ASSIGNMENT –
Where "bounding" appears in a line of the entries below, that line should be copied.

WORKING DATA –
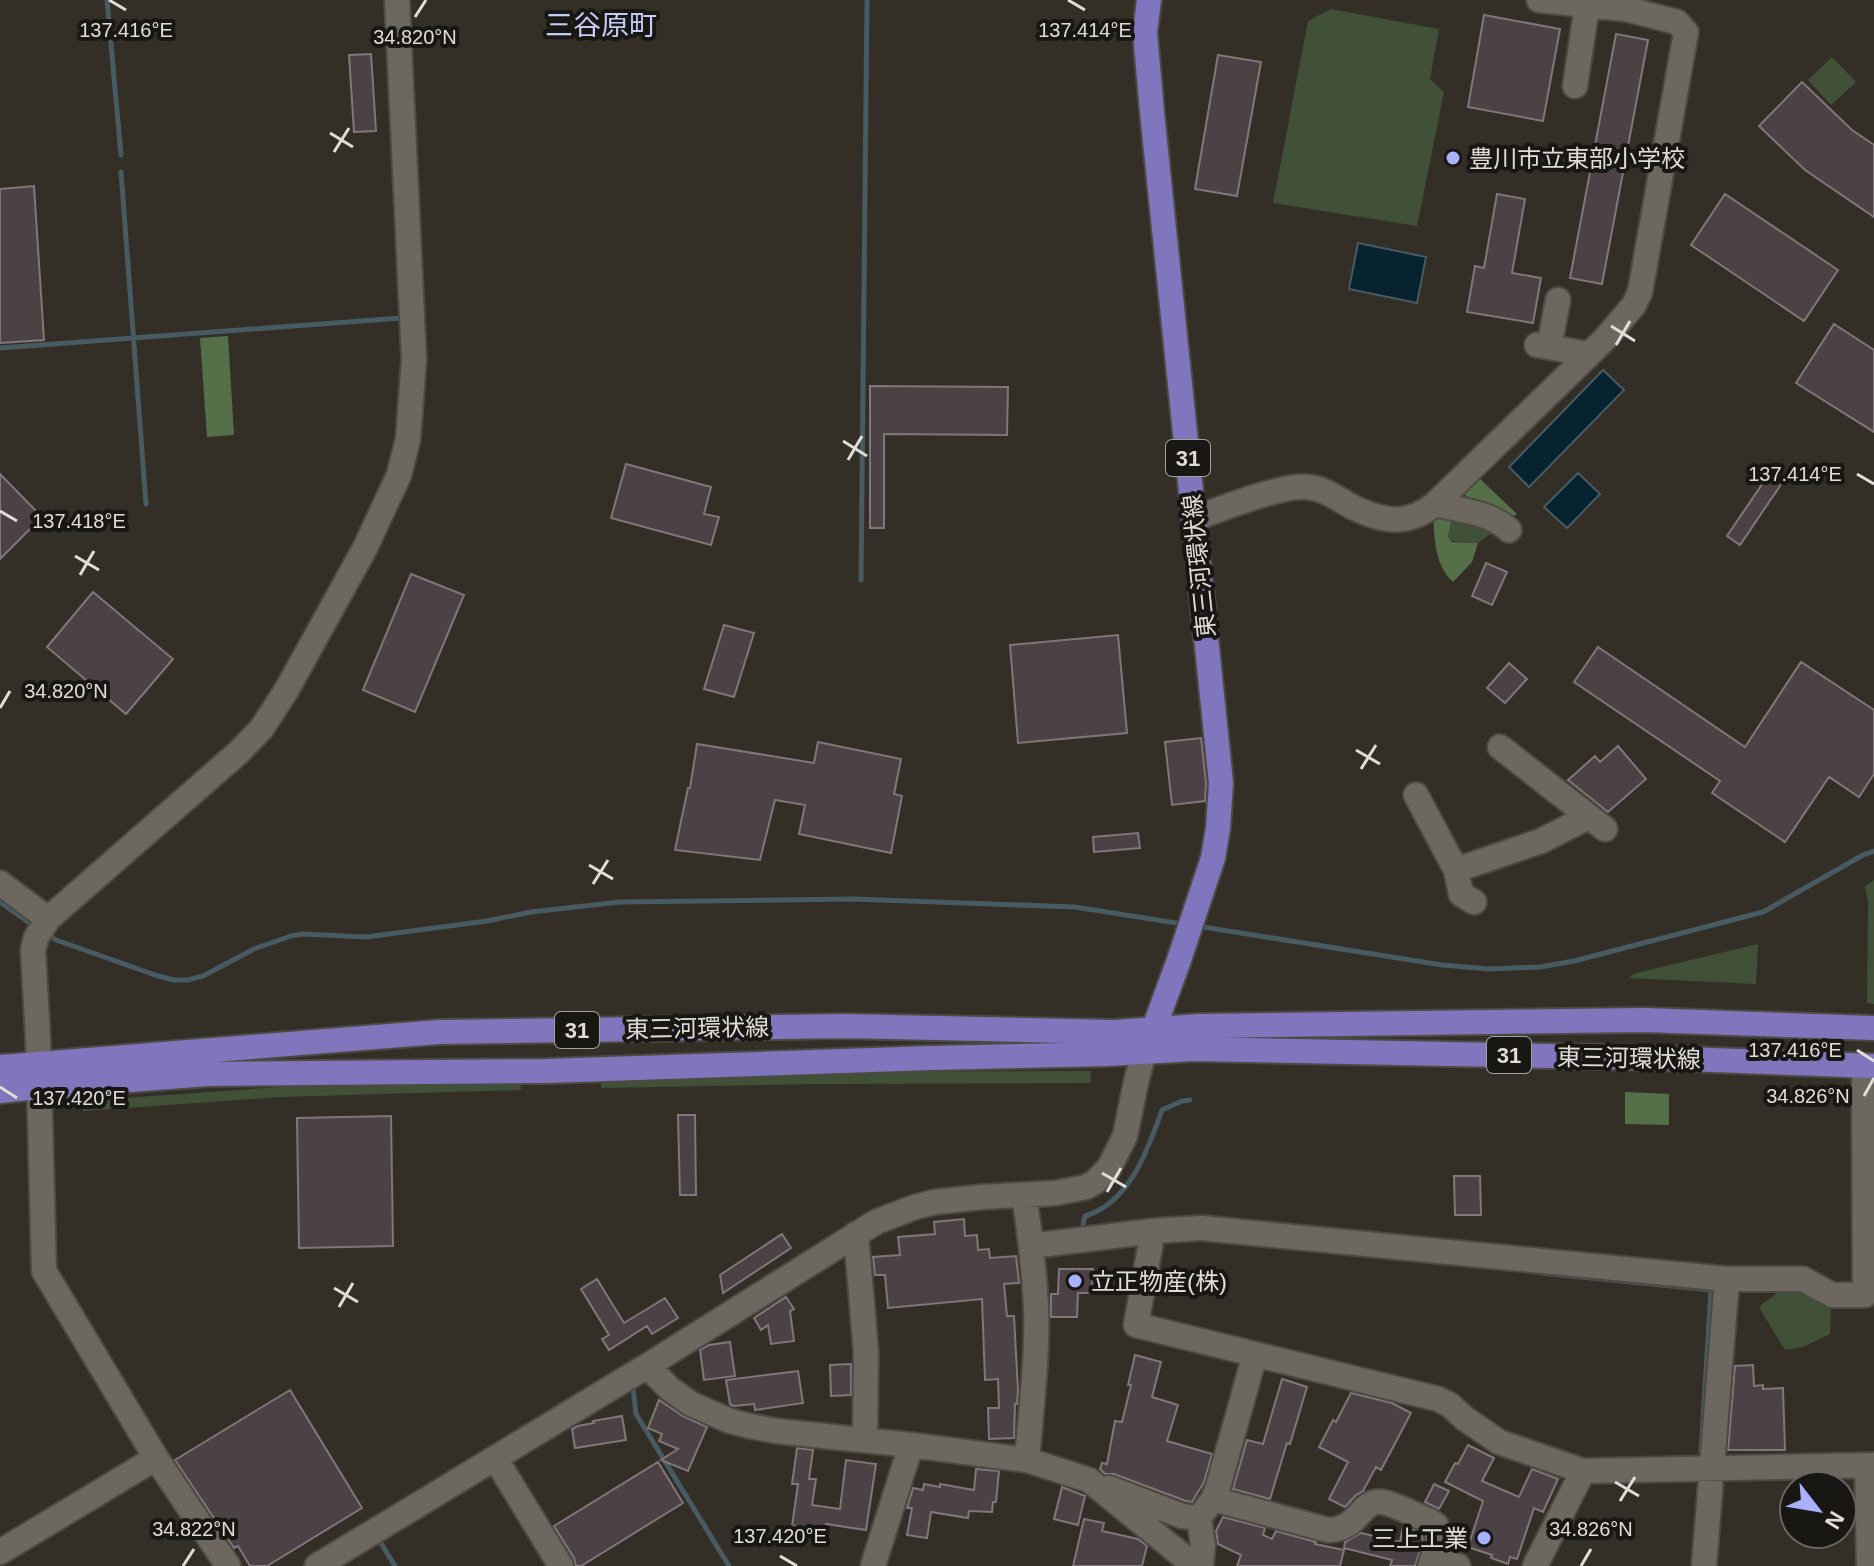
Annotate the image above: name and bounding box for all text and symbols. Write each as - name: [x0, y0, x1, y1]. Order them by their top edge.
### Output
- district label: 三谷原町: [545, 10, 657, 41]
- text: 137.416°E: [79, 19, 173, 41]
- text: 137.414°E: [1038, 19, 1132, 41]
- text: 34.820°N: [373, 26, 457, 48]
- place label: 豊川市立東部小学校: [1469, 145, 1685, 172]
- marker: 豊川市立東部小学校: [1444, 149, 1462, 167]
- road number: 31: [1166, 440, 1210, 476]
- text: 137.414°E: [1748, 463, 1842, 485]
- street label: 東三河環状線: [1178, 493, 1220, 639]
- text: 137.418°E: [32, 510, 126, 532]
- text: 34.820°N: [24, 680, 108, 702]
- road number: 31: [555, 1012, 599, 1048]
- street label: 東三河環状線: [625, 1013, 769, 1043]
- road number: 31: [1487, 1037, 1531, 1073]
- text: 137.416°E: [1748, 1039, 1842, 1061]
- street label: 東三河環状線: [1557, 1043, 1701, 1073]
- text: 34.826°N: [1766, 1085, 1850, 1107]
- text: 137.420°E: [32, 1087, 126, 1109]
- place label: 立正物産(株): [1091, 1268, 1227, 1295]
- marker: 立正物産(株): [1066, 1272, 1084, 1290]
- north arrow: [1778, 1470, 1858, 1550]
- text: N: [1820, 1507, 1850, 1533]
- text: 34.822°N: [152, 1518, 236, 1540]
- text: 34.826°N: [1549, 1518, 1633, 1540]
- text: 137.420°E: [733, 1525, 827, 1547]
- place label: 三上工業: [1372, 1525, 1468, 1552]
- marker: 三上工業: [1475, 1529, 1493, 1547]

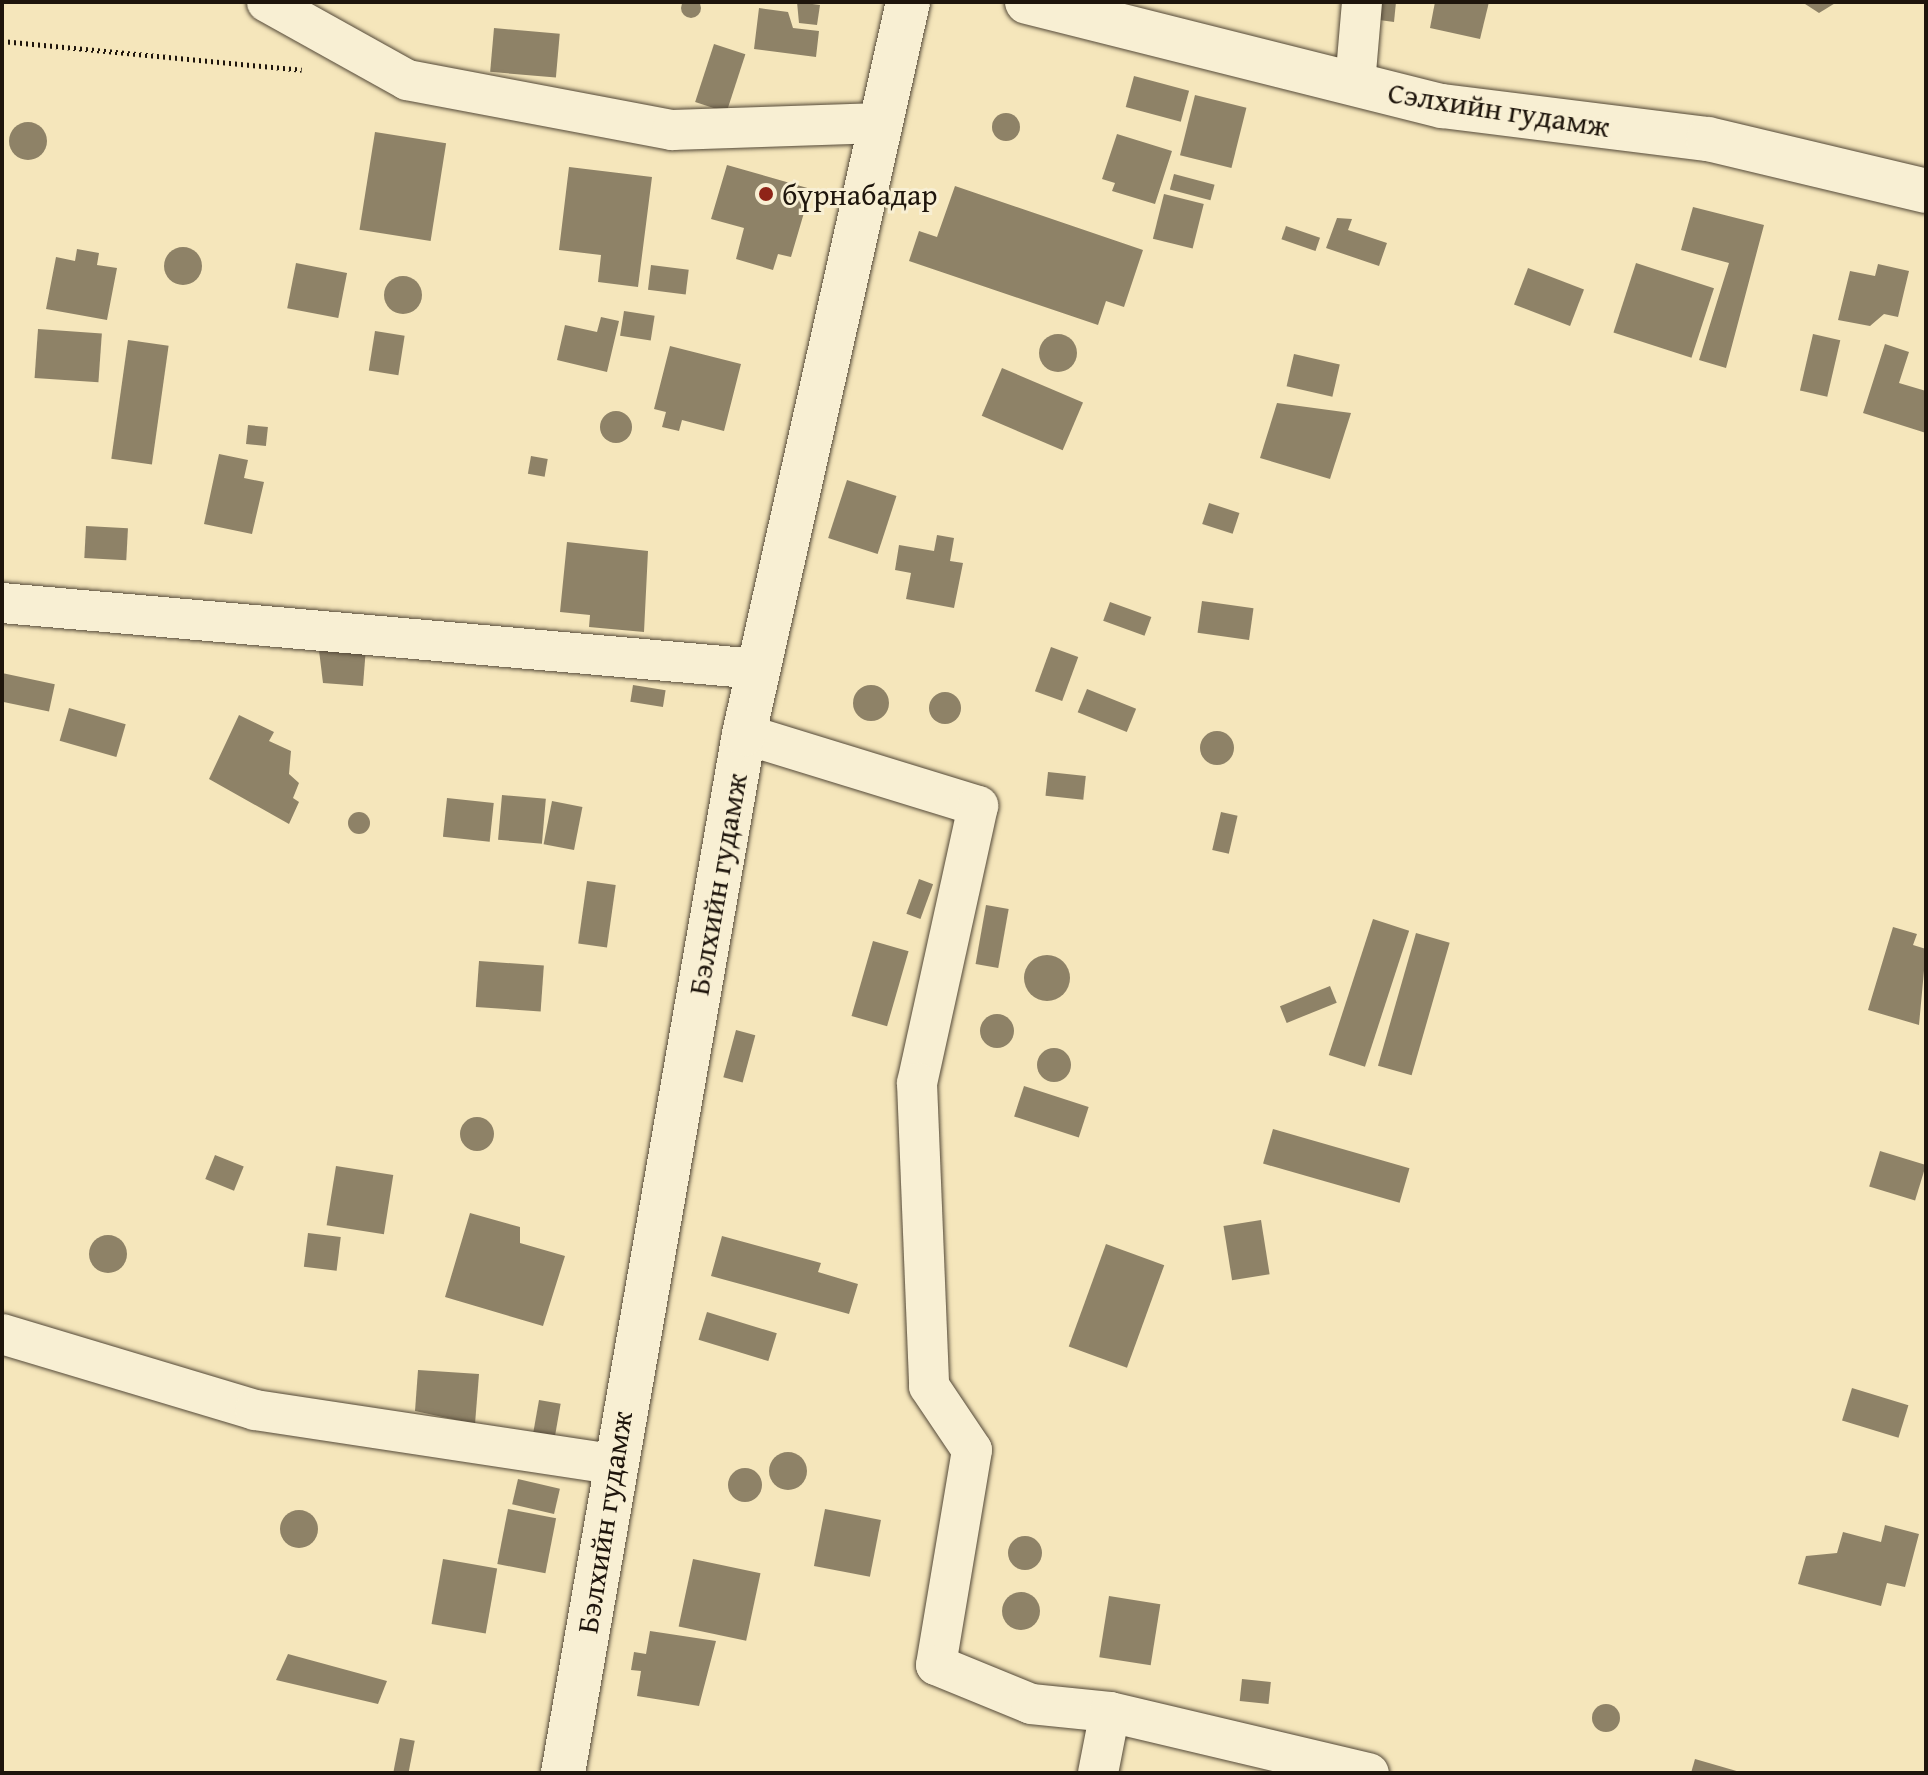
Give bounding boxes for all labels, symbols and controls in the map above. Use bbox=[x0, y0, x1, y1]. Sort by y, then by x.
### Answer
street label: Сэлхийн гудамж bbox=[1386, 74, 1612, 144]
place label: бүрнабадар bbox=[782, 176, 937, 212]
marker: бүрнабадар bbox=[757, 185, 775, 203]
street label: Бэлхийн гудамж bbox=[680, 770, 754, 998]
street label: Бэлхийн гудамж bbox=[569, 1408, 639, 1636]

COMPLETED EXERCISE –
Annotate the image above: name and bounding box for all text and symbols. Write each as - name: [x0, y0, x1, y1]. Order them by their top edge.
Give bounding boxes for all labels, symbols and controls in the map above. Use bbox=[x0, y0, x1, y1]. Sort by y, then by x.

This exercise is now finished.